Exercise instructions: Leave out every picture and set down, exactly, the lines below from the one holding "Map reading. Parse" up to and including the one holding "Map reading. What".

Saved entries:
__________

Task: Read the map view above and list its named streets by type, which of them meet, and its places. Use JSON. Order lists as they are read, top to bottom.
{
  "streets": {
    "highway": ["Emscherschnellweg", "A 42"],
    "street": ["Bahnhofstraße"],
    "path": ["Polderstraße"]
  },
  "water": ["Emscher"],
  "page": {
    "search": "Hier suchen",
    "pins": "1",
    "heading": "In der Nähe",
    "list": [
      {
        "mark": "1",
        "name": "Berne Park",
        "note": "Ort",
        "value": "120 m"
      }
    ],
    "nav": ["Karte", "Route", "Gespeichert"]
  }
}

__________

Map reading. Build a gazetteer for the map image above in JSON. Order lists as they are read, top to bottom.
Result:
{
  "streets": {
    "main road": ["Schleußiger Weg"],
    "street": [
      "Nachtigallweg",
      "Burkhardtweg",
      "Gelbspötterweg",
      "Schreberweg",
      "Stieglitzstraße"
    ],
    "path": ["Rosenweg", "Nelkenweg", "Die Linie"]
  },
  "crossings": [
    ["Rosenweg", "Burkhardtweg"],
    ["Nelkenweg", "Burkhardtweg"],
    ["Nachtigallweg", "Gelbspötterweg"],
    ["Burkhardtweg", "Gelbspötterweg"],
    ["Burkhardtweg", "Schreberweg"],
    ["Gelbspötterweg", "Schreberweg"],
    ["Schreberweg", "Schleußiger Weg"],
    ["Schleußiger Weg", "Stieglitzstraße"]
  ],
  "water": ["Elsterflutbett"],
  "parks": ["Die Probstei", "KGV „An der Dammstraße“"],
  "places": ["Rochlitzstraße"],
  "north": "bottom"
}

__________

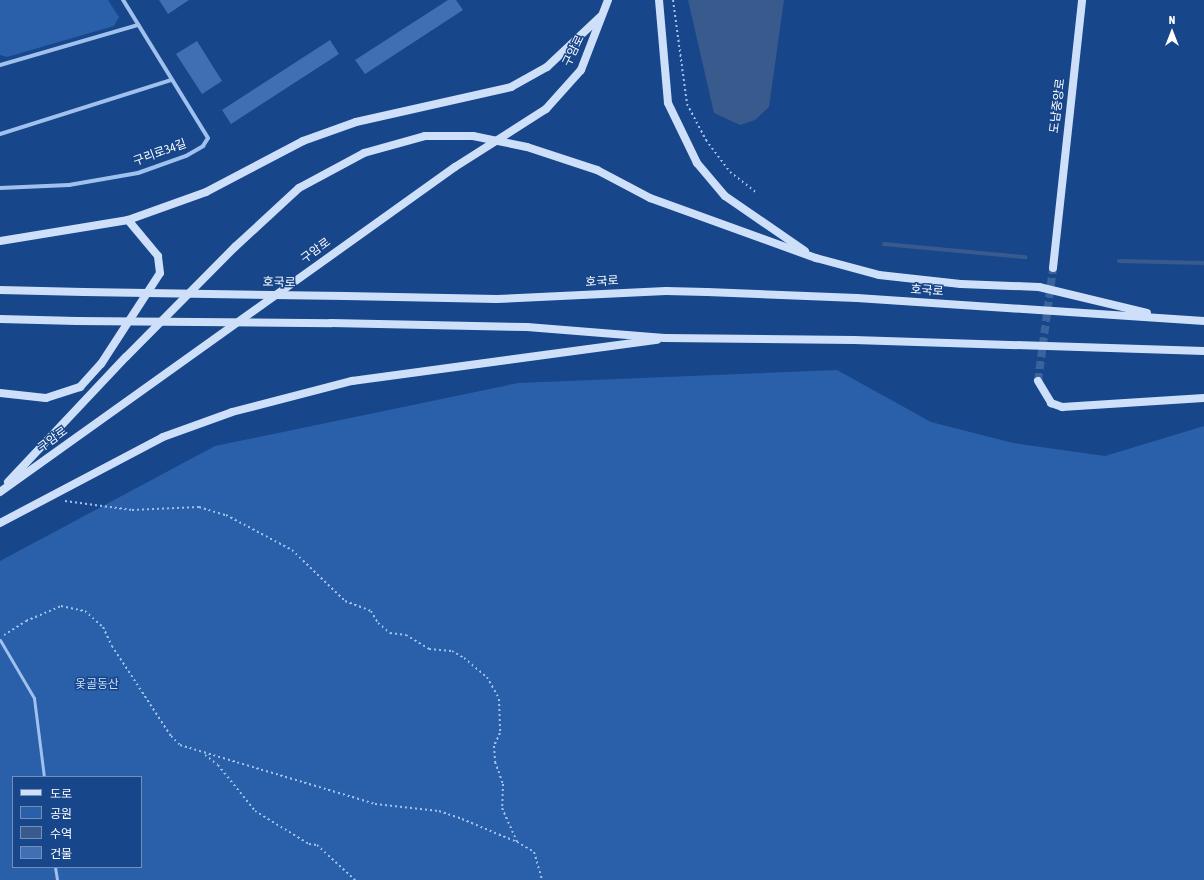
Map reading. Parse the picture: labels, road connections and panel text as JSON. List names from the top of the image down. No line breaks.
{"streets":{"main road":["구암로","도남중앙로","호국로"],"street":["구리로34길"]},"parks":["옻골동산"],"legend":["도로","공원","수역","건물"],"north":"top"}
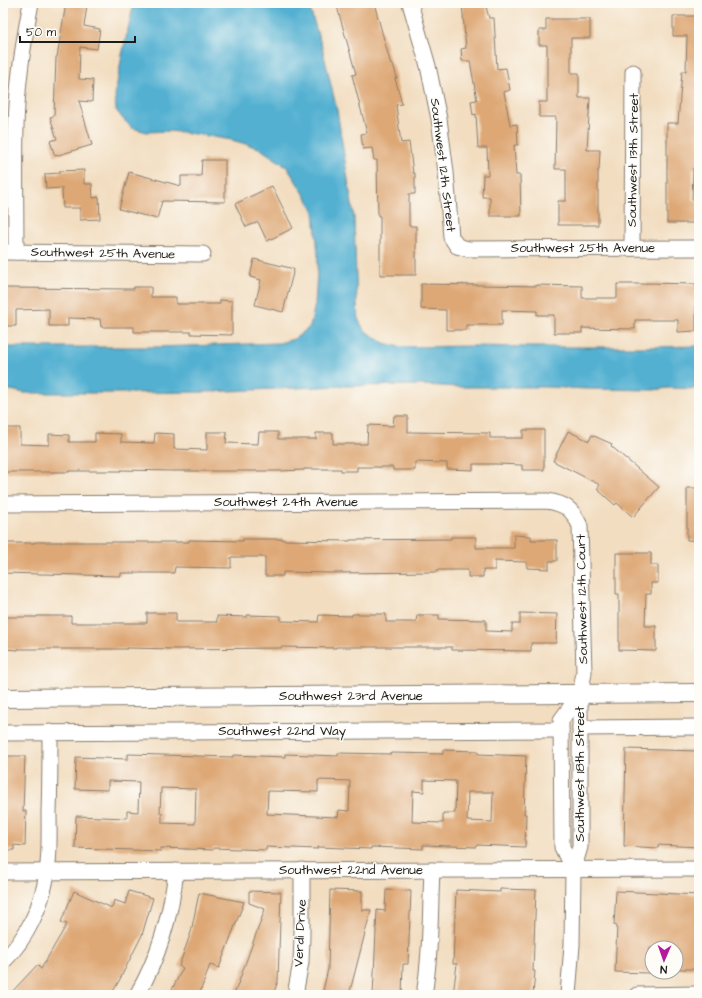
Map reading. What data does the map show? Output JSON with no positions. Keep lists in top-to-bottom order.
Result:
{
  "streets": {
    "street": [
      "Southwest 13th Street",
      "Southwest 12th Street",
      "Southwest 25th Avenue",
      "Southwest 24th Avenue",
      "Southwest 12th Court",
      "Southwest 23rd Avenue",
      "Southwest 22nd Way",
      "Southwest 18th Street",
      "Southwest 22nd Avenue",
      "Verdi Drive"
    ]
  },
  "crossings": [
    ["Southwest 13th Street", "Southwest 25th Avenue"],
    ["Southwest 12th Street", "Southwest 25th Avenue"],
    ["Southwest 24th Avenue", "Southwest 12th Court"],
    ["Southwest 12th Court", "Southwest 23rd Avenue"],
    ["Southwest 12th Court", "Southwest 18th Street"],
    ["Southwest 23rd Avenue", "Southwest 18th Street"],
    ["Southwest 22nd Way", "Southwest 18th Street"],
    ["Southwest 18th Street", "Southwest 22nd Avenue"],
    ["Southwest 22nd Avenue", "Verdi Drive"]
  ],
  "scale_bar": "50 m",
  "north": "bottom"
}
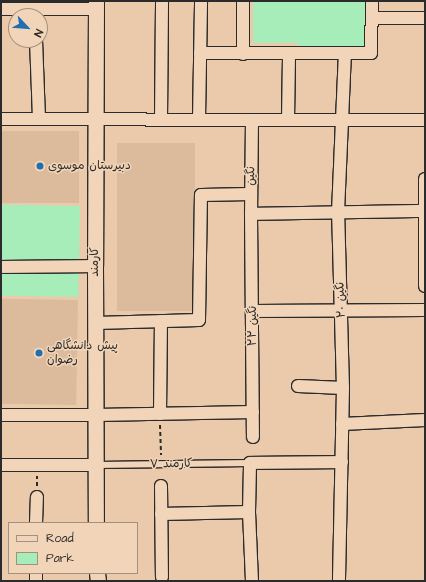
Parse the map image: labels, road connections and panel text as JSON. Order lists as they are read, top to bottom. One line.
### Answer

__________

Task answer:
Map reading. Parse the picture: labels, road connections and panel text as JSON. List names from the top of the image down. No line breaks.
{"streets":{"main road":["구암로","도남중앙로","호국로"],"street":["구리로34길"]},"parks":["옻골동산"],"legend":["도로","공원","수역","건물"],"north":"top"}
Map reading. What data does the map show? Output JSON with no positions. Keep lists in top-to-bottom order.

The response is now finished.